Accordingly, all cores of the array are allocated on each run of the above algorithm according to applications' processing load variations while honoring their contractual entitlements. I.e., the allocating of the array of cores by the algorithm is done in order to minimize the greatest amount of unmet demands for cores (i.e., greatest difference between the CDF and allocated number of cores for any given application) among the set of programs, while ensuring that any given program gets its CDF at least within its CE met on each successive run of the algorithm.
Algorithm for Assigning App-Insts for the Cores
Following the allocation of the array of cores among the applications, for each application on the processor that was allocated one or more cores by the latest run of the core allocation algorithm, the individual ready-to-execute app-insts are selected and mapped to the number of cores allocated to the given application at module 1010 of
The app-instance to core assignment algorithm for each given application begins by keeping any continuing app-insts, i.e., app-insts selected to run on the core array both on the present and the next core allocation period, mapped to their current cores.
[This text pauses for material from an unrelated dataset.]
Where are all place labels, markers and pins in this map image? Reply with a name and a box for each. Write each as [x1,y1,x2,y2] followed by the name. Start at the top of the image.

After that rule is met, any newly selected app-insts for the given application are mapped to available cores. Specifically, assuming that a given application was allocated k (a positive integer) cores beyond those used by its continuing app-insts, k highest priority ready but not-yet-mapped app-insts of the application are mapped to k next available (i.e., not-yet-assigned) cores within the array. In case that any given application had less than k ready but not-yet-mapped app-insts, the highest priority other (e.g., waiting) app-insts are mapped to the remaining available cores among the number of cores allocated to the given application; these other app-insts can thus directly begin executing on their assigned cores once they become ready.
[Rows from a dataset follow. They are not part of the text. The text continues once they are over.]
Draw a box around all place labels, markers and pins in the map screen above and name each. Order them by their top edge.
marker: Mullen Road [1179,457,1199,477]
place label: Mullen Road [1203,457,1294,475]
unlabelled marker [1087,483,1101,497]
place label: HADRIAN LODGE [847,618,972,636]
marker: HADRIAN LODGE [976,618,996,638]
Note further that, when the app-instance to core mapping module 1010 of the controller gets an updated list of selected app-insts for the applications (following a change in either or both of core to application allocations or app-instance priority lists of one or more applications), it will be able to identify from them the following: I. The set of activating, to-be-mapped, app-insts, i.e., app-insts within lists not mapped to any core by the previous run of the placement algorithm. This set I is produced by taking those app-insts from the updated selected app-instance lists whose ‘present assignment core’ in the latest app-instance assignment table was indicated as presently not mapped; II. The set of deactivating app-insts, i.e., app-insts that were included in the previous, but not in the latest, selected app-instance lists. This set II is produced by taking those app-insts from the latest assignment table whose core ID #indicated the app-instance as presently mapped, but that were not included in the updated selected app-instance lists; and III. The set of available cores, i.e., cores which in the latest assignment table were assigned to the set of deactivating app-insts (set II above).
The app-instance to core assignment algorithm uses the above info to map the active app-insts to cores of the array in a manner that keeps the continuing app-insts executing on their present cores, to maximize the utilization of the core array for processing the user applications. Specifically, the placement algorithm maps the individual app-insts within the set I of activating app-insts in their increasing app-instance ID #order for processing at core instances within the set III of available cores in their increasing core ID #order.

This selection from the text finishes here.